Mieux représentées sont les formes à tracé cloisonnaire
sinueux ou très sinueux (lobe latéral profond, lobe ventral
marqué, éléments parfois étroits = genre Pseudaganides SPATH,
1927), à la fois connus dans les niveaux calloviens et oxfordiens
anciens (Marnes de Dives et Marnes de Villers). Habituellement,
les formes calloviennes les plus communes à Villers sont assez
trapues, avec une cloison modérément échancrée, sans doute
proches de P. subbiangulatus (D’ORBIGNY, 1842) sensu
Marchand & Tintant (1971) (pl. 1:2,3). Les formes classiques,
comprimées à cloison remarquablement découpée sont plutôt
oxfordiennes, et constituent le groupe de P. aganiticus
(SCHLOTHEIM, 1823) (pl. 1:1).
Les coléoïdes, céphalopodes à éléments squelettiques
internes à absents (“belemnites”, pl. 2) sont plus abondamment
représentées dans beaucoup de niveaux, même si les “taxons”

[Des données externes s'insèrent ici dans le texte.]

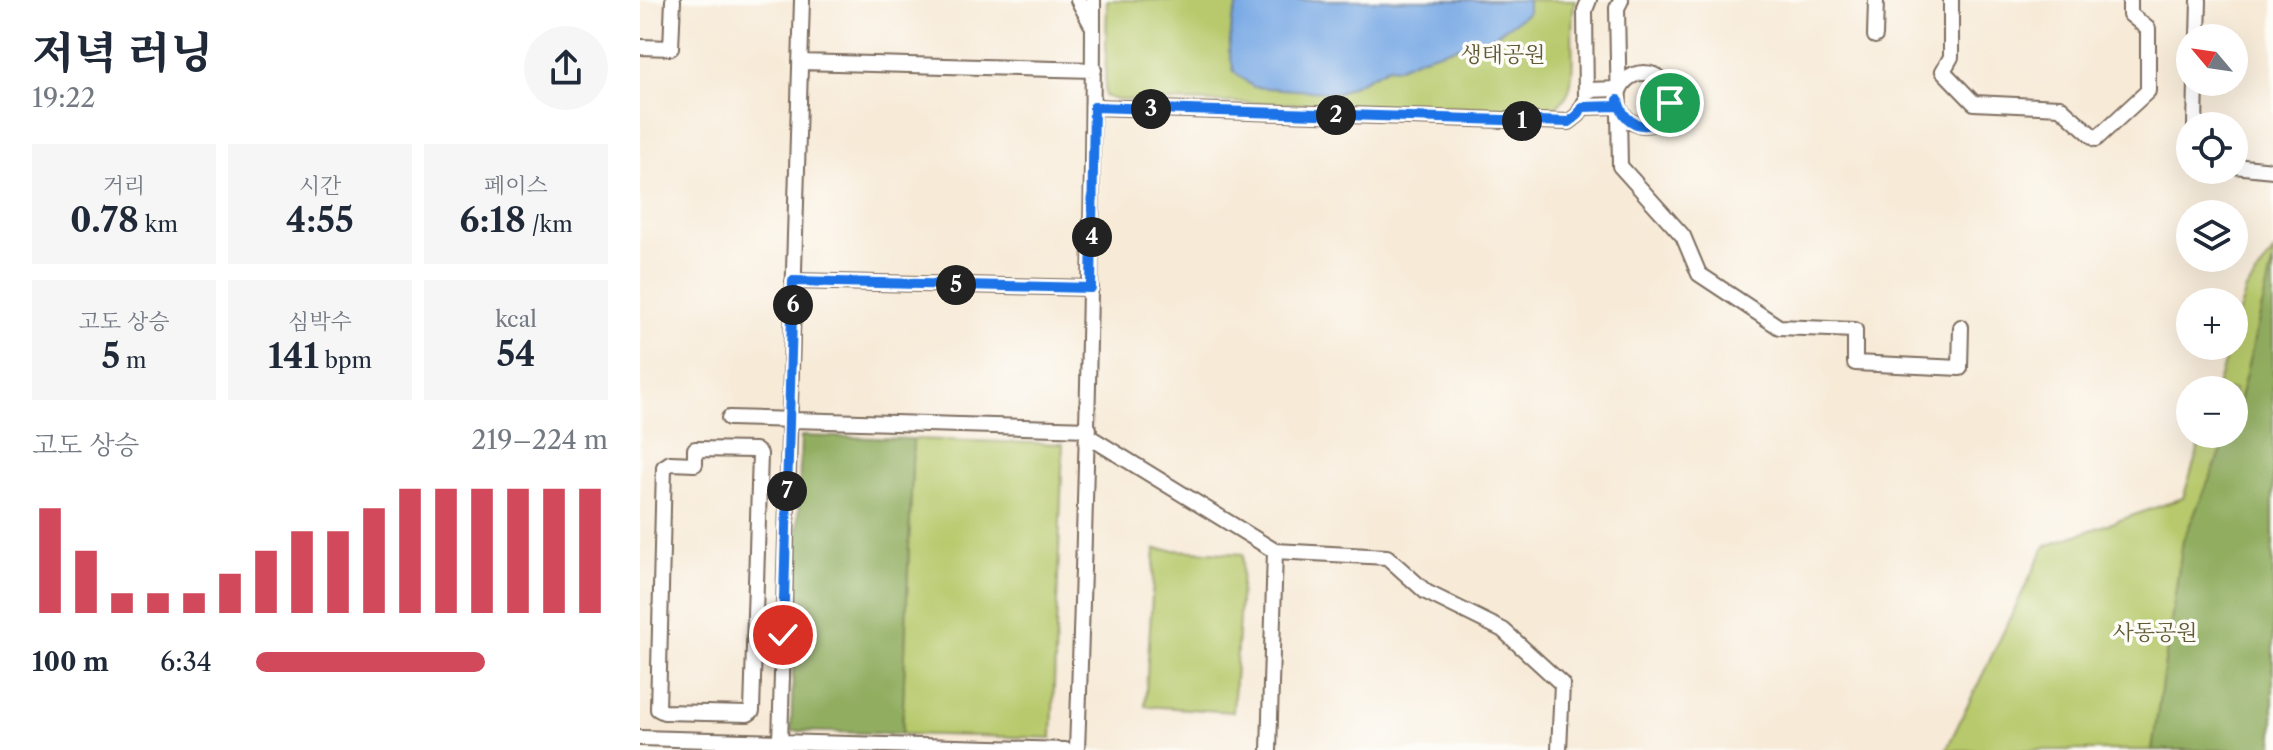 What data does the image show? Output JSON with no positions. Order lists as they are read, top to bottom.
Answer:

(noms de rostres, en fait) sont assez peu nombreux. Les formes
prédominantes sont plutôt celles habituellement représentées
en Europe du Nord (famille Cylindroteuthididae). Les
bélemnites franchement “sud” sont au moins extrêmement
rares (Duvaliidae et formes affines qui, on l’oublie souvent,
sont diversifiées dès le Jurassique Moyen). Les formes
géographiquement intermédiaires, classiques dans les régions
subtéthysiennes (Belemnopsiidae, Hibolites et formes affines),
sont ici plutôt peu rares, notamment vers la fin des Marnes de
Villers et formations postérieures.
Parmi les formes les plus spectaculaires, on peut signaler :
- les grands Cylindroteuthis puzosiana (D’ORBIGNY, 1842),
longue forme subcylindrique un peu comprimée latéralement,
courts sillons ventraux postérieurs(pl. 2:1), et C. obeliscus
(PHILLIPS, 1863), forme plus étroite et allongée(pl. 2:4);
- Pachyteuthis excentralis (YOUNG & BIRD, 1822), au rostre
court et trapu à section quadratique pincée dorsalement, courts
sillons postérieurs ventraux(pl. 2:7,8);
- P. abbreviata (MILLER, 1826), au rostre voisin, moins
trapu, plus nettement aplati latéralement(pl. 2:3);
- Hibolites hastatus MONTFORT, 1808, une forme typique,
hastée, à très long et étroit sillon antérieur ventral(pl. 2:2);
- Lagonibellus beaumontiana (D’ORBIGNY, 1842)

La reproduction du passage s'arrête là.